No more OOo in UNR 10.04

Knapp magick.crow at gmail.com
Tue Feb 9 15:34:14 UTC 2010


On Tue, Feb 9, 2010 at 2:08 PM, Dotan Cohen <dotancohen at gmail.com> wrote:
>> Yes, but given 4 years and Netbooks will be as fast and strong as
>> desktops are now. Give it 10 years and your glasses will be as strong
>> as your desktop is now.
>>
>
> And at that time the server will be like a supercomputer and Matlab
> will need no less than 32 GB or RAM. Photoshop will need an eight-core
> CPU and mplayer will need a 40 Ghz processor to decode SFHD video at
> 16000x12000 resolution at 96 fps, dual channel (one for each eye).

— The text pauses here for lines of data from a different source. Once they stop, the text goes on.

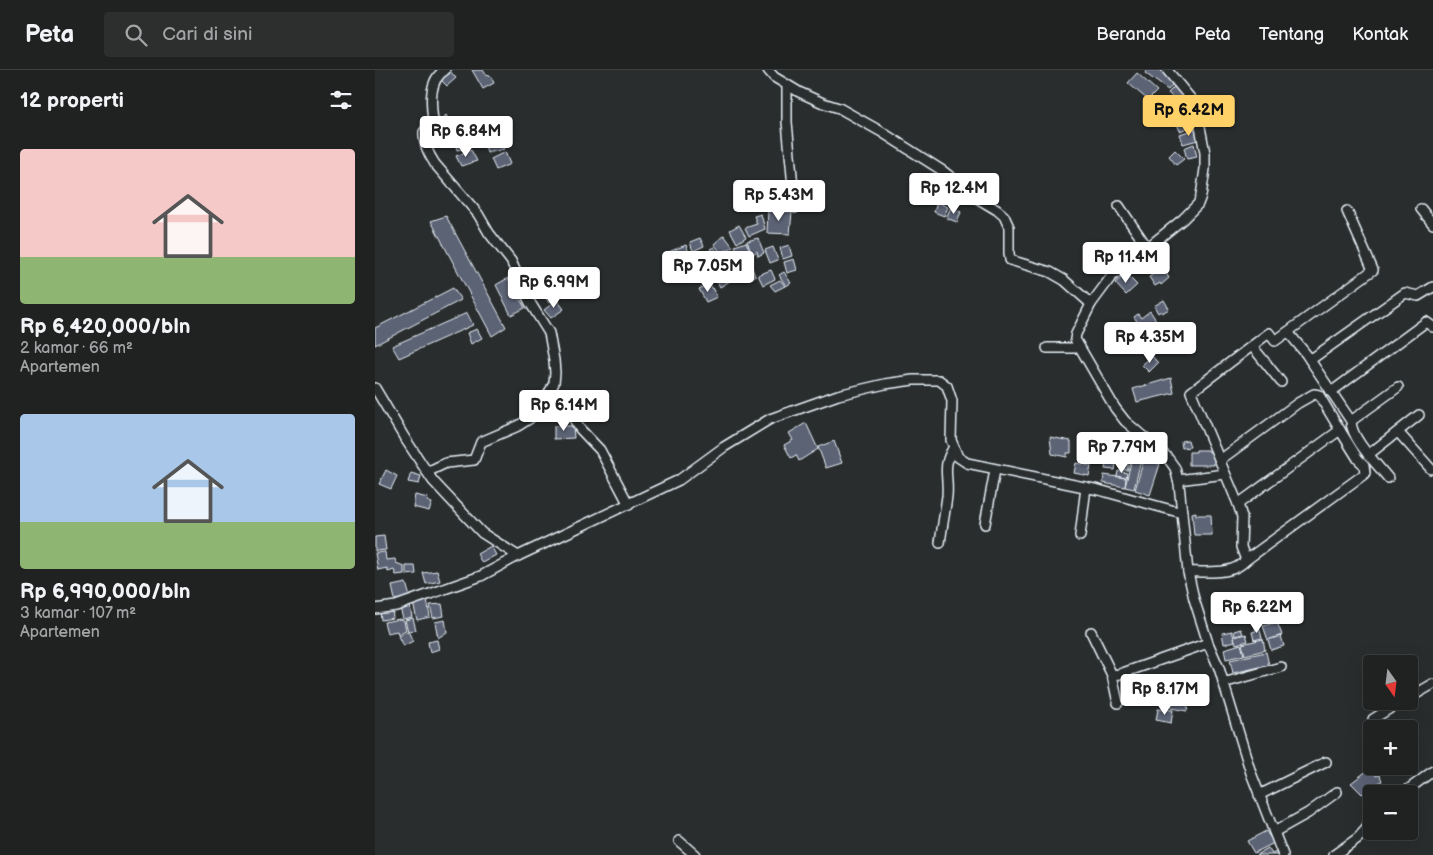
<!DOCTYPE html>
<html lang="id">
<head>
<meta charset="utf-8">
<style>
  :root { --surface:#202222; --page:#2d2f2f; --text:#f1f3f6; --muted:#a2a4a5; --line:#3d3f40; --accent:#ffd166 }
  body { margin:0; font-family:"Balsamiq Sans",sans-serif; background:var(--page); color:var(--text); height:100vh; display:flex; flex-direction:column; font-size:19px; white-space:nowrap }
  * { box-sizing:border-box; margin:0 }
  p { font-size:16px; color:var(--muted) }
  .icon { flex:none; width:28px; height:28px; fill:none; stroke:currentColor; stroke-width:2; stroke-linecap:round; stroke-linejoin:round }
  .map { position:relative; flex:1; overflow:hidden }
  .details { display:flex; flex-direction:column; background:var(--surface); width:375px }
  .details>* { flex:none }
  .needle { width:32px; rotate:166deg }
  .buttons { position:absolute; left:988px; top:585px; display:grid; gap:10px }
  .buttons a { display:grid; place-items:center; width:55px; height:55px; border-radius:5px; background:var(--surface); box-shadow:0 5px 20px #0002,0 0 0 1px var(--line); font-size:25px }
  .price { position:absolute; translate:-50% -42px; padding:0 11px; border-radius:5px; background:#fff; color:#222; font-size:16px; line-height:32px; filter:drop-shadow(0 1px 2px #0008) }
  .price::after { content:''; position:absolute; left:50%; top:30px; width:15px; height:11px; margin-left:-8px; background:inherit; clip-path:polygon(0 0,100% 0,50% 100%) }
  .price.current { background:var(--accent); color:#111 }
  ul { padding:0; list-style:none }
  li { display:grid; align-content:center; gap:10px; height:265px; padding:0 20px }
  li span { display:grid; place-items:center; height:155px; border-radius:5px; color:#555 }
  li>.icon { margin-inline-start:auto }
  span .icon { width:90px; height:90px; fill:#fffc; stroke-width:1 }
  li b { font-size:21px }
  h2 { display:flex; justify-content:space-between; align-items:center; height:60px; padding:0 20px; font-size:21px }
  header { display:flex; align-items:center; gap:30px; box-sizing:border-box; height:70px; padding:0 25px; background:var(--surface); border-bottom:1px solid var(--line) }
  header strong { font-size:24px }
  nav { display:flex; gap:28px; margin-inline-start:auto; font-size:18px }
  .search { width:350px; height:45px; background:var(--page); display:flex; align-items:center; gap:12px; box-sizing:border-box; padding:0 18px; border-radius:5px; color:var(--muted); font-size:19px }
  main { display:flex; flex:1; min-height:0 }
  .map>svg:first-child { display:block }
</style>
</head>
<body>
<header>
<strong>Peta</strong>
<div class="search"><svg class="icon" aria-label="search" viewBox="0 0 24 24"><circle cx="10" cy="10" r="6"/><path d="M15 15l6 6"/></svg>Cari di sini</div>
<nav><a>Beranda</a><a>Peta</a><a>Tentang</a><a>Kontak</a></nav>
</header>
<main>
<section class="details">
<h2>12 properti<svg class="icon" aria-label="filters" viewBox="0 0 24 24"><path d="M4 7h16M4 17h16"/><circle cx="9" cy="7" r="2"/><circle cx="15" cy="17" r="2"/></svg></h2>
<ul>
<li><span style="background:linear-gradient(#f6c9c9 70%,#8fb573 0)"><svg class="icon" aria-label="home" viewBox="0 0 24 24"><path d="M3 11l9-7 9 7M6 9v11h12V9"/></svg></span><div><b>Rp 6,420,000/bln</b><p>2 kamar · 66 m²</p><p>Apartemen</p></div></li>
<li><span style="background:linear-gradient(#a9c7e8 70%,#8fb573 0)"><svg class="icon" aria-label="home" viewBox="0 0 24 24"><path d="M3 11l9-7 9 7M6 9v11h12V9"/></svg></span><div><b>Rp 6,990,000/bln</b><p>3 kamar · 107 m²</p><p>Apartemen</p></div></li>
</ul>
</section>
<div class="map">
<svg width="1058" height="785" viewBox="0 0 1058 785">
  <rect width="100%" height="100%" fill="#2a2d2e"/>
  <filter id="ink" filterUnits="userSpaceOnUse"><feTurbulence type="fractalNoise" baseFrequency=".02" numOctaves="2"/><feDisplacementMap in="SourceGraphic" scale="10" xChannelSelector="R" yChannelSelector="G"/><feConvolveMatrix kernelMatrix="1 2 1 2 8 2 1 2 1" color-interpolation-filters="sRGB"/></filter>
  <g filter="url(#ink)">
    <!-- building -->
    <g fill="#5c6375" stroke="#e8f1f8">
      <path d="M74 0 81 8 72 16 64 8Z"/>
      <path d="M97 0H108L112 6 115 5 119 13 108 19Z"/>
      <path d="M772 0H786L799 13 793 20 770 3Z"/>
      <path d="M762 3 782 21 773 30 753 13Z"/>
      <path d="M800 16 810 27 804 33 793 23Z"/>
      <path d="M810 32 815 36 807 42 801 37Z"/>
      <path d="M815 44 821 54 805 61 801 52Z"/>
      <path d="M71 45 79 62 63 67 60 55Z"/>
      <path d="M118 55 120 63H124L129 79 112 83 106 58Z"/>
      <path d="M820 59 823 70 808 74 805 64Z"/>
      <path d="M88 66 92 78 82 80 79 68Z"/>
      <path d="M819 74 822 87 812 89 809 78Z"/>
      <path d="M96 80 102 91 86 96 81 86Z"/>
      <path d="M800 80 809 89 801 95 794 86Z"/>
      <path d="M130 82 135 94 121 100 116 89Z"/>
      <path d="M610 105 622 113 616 124 604 116Z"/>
      <path d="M562 132 573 137 569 146 559 142Z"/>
      <path d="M576 137 586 142 582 152 571 148Z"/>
      <path d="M393 140 417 142 415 164 392 163Z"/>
      <path d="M386 144 390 159 374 166 370 158 382 154 379 146Z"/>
      <path d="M71 146 131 257 117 266 56 151Z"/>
      <path d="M364 155 371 167 362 173 355 160Z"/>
      <path d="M349 165 358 177 346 183 339 174Z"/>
      <path d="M325 168 329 176 318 181 315 172Z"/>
      <path d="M383 168 389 183 383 186 382 181 377 185 372 171Z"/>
      <path d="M371 172 377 185 367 189 360 176Z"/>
      <path d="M311 175 315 185 301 192 302 198 296 199 291 183Z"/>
      <path d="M414 175 417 186 408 189 405 178Z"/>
      <path d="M339 177 344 187 341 188 335 179Z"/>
      <path d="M398 177 403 190 395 193 390 180Z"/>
      <path d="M360 180 364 190 353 193 349 184Z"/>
      <path d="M334 181 340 192 335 194 329 184Z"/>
      <path d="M327 186 332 197 325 199 320 188Z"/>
      <path d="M419 189 422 200 412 203 409 192Z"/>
      <path d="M374 190 380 206 374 209 367 192Z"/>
      <path d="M319 191 327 209 316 213 309 195Z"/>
      <path d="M366 192 368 199 360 202 357 195Z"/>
      <path d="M788 198 794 208 786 215 785 213 780 216 774 207Z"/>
      <path d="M348 199 355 211 345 217 338 204Z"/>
      <path d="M396 200 400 209 388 215 383 205Z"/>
      <path d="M409 202 416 213 411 216 404 205Z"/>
      <path d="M751 204 762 215 751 225 740 213Z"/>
      <path d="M133 208 150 238 136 245 121 215Z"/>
      <path d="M405 210 410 216 400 221 395 215Z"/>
      <path d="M172 211 183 228 174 233 163 216Z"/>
      <path d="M335 214 342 227 331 232 324 219Z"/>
      <path d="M78 218 86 230 0 275V258Z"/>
      <path d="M182 230 189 239 176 248 169 240Z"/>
      <path d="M789 230 794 239 787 243 786 241 783 243 779 236Z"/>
      <path d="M775 241 781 250 768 260 759 247 763 244 766 248Z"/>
      <path d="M92 243 98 255 24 288 17 276Z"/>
      <path d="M102 259 107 268 96 274 92 263Z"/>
      <path d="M777 286 783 293 774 302 767 295Z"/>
      <path d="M796 308 799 323 762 332 758 319Z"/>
      <path d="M431 353 443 379 424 391 421 385 416 388 409 375 418 370 414 363Z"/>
      <path d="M179 356H198L199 368 179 369Z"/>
      <path d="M715 366 733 368 732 378 714 376Z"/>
      <path d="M675 367 696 371V383H692V387L677 384Z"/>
      <path d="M739 369 750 370 749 378 752 379 751 386 737 384Z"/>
      <path d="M813 370 815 377 807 378 806 371Z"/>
      <path d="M459 371 467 393 451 398 443 377Z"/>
      <path d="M821 380H833L834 382 839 383V395H814V382H821Z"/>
      <path d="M731 383 753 388V400H749L748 394 730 391Z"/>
      <path d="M757 388 766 390 759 419 750 417Z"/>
      <path d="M769 389 785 394 775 425 760 420Z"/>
      <path d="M701 393 716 396 714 406 699 403Z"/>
      <path d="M731 393 741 394 740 400 730 399Z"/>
      <path d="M11 400 22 406 16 419 4 414Z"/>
      <path d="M743 401 752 403 751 408 742 406Z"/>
      <path d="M36 403 46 406 44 414 33 412Z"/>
      <path d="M729 405 751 408 750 417 728 413Z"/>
      <path d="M40 425 53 428 52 431 57 433 54 441 38 437Z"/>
      <path d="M821 442V445H836L837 465H819L817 443Z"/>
      <path d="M9 466 11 480 0 481V467Z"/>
      <path d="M116 476 121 485 107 493 102 484Z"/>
      <path d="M10 482 11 490 20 489 21 493 29 496V504L21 505 19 500 13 502 12 498 3 500 0 483Z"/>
      <path d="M31 496H40L41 504 31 505Z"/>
      <path d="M62 501 65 511 51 514 48 503Z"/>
      <path d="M31 513 35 527 20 530 17 516Z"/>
      <path d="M892 526 899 539 887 544 881 531Z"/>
      <path d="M906 526 911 537 905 540 904 538H902L898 530Z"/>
      <path d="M52 529 55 547 42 550 38 533Z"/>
      <path d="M67 534 69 546 58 548 55 535Z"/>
      <path d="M35 536 37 547 28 549 25 538Z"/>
      <path d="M17 539 18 548 6 550 5 541Z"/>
      <path d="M38 548 41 560 33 561 30 550Z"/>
      <path d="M25 549 29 551 31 560 23 564 22 561 12 563 9 552Z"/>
      <path d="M70 550 72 562 63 568 60 552Z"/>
      <path d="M902 552 907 565 893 570 888 556Z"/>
      <path d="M884 557 887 568 879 570 877 562 881 561 880 558Z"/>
      <path d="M866 559 868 564 860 566 859 561Z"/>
      <path d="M33 561 38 571 28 576 23 566Z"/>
      <path d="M857 561 860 571 849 574 847 563Z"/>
      <path d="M871 564 873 571 861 574 859 567Z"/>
      <path d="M906 566 909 576 896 580 893 570Z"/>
      <path d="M888 569 890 580 870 585 867 574Z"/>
      <path d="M62 570 64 579 55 582 53 572Z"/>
      <path d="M866 574 869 585 851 589 849 579Z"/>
      <path d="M891 582 894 595 858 603 855 590Z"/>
      <path d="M798 625 815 627 812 641 796 638Z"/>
      <path d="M783 639 798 640 796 653 781 650Z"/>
      <path d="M997 697 1001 706 1005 705 1007 711 987 724 976 713Z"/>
      <path d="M891 761 899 773 879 783 872 771Z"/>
      <path d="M893 778 897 784 901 782 902 785H881Z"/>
    </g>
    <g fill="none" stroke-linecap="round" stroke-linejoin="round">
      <defs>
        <g id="minor">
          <path d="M393 0 399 7 424 22 448 33 464 38 505 61 568 101 602 128 622 140 629 146 634 157V183L635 190 675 202 689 210 716 234"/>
          <path d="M792 0 816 29 822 41 830 83V99L826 126 823 134 808 149 736 207 716 234 701 264 700 269 740 338 750 351 792 387 800 398 804 414 813 502 819 529 833 573 844 598 876 703 908 785"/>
          <path d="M412 15V52L420 138"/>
          <path d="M744 136 772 177"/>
          <path d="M1046 139 1058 154"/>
          <path d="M913 262 931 284 976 351C976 369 1002 394 1013 408"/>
          <path d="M877 276 906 312"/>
          <path d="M672 278H705"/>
          <path d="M935 290 1030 223 1043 226 1058 217"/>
          <path d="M0 318 29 367 58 411 107 463 143 486"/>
          <path d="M956 322 1051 252 1058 257"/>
          <path d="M173 326 191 336 205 359 225 380 254 435"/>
          <path d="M976 351 1023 317"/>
          <path d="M1023 362 1056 399"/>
          <path d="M993 385 1044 345"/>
          <path d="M845 390 923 333 939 324 944 325 965 360"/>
          <path d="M52 402 71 393 99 390 106 372 143 356 154 349 161 342 172 327 179 313 180 303 179 290 174 263 154 231 136 191 114 163 103 144 60 94C54 85 48 73 49 62L58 51C56 34 53 10 70 0"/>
          <path d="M803 410 850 404"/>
          <path d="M610 454 620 400"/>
          <path d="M705 466 711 417"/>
          <path d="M565 473C567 458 570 442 572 426 574 405 566 397 579 377"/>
          <path d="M871 490 866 477 867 447 863 434 816 322 894 263 900 271 998 200 972 141"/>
          <path d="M813 502C832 501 857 506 871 490L988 405 990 403 989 395 983 389 965 360 863 434"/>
          <path d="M0 539 21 536 106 506 143 486 304 410 349 377 395 349 463 325 510 314 538 310H564L572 316 577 331 576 370 583 387 592 393 724 420 807 443"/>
          <path d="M716 562 737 605 743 633"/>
          <path d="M737 605 745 604 833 573"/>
          <path d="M848 613 906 597"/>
          <path d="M1034 628 1058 614"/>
          <path d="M998 649 1027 631"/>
          <path d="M1027 724 1058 701"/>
          <path d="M884 725 951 692"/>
          <path d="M899 762 933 743 962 722"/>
          <path d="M304 771 320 785"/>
          <path d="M959 785 983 768 991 759 996 747"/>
        </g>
      </defs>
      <!-- minor casing -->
      <use href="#minor" stroke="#e8f1f8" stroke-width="12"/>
      <!-- minor -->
      <use href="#minor" stroke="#2a2d2e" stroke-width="9"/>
    </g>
  </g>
</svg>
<div class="buttons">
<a><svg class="needle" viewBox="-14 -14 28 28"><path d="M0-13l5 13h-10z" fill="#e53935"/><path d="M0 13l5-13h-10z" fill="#a2a4a5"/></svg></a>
<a>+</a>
<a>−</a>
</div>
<b class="price current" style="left:814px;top:67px">Rp 6.42M</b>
<b class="price" style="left:91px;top:88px">Rp 6.84M</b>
<b class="price" style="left:579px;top:145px">Rp 12.4M</b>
<b class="price" style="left:404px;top:152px">Rp 5.43M</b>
<b class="price" style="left:751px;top:214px">Rp 11.4M</b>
<b class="price" style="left:333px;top:223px">Rp 7.05M</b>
<b class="price" style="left:179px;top:239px">Rp 6.99M</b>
<b class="price" style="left:775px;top:294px">Rp 4.35M</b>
<b class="price" style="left:189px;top:362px">Rp 6.14M</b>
<b class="price" style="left:747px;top:404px">Rp 7.79M</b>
<b class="price" style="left:882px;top:564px">Rp 6.22M</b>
<b class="price" style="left:790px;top:646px">Rp 8.17M</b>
</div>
</main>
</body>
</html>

At some point we reach the resolution of the human eyes, ears and
perhaps nose? :-) We really are not that far from it with 14 month
doubling of tech. I think we will reach an end to what people will pay
for. Even HDTV is close to that. My wife looks at them side by side
and says, "So what?" Doubling the resolution will only matter on huge
screen or tiny ones in the near future.

> Netbooks will by definition always be at the low end of the hardware
> specs, and will need to pipe over X the real heavy hitters. As
> hardware improves, software will bloat to need it.

Could be.

>> I see this as a very short term problem with very long term
>> implications. We don't need to go there. It is a way for firms to get
>> total control of your computer and then charge you for it. By going
>> that way you are hold out your hands and asking for them to put on
>> those free handcuffs!
>>
>
> I agree with this. But this is an argument for using hardware powerful
> enough to do what you need, not for cramming bloated software into
> underpowered devices. Furthermore, what is to stop you from running
> your own server in the cloud? I do that today.
>
>
> --
> Dotan Cohen

To many kids? No really, you and I sure but all the people like my
wife that says talking about OSs is man talk? So there are half the
people that can't do it. LOL (joke, don't kill me!) but really there
are a lot of people that will not set up their own server and that
brings us back to the fact the Open Source software only does well
when it has a lot of users and a lot of devs. If you start to kill
these off, the development will slow of stop. At least it will start
to loose ground to the "popular" software and then begins the slow
slide into project death or at least irrelevance.


-- 
Douglas E Knapp

Open Source Sci-Fi mmoRPG Game project.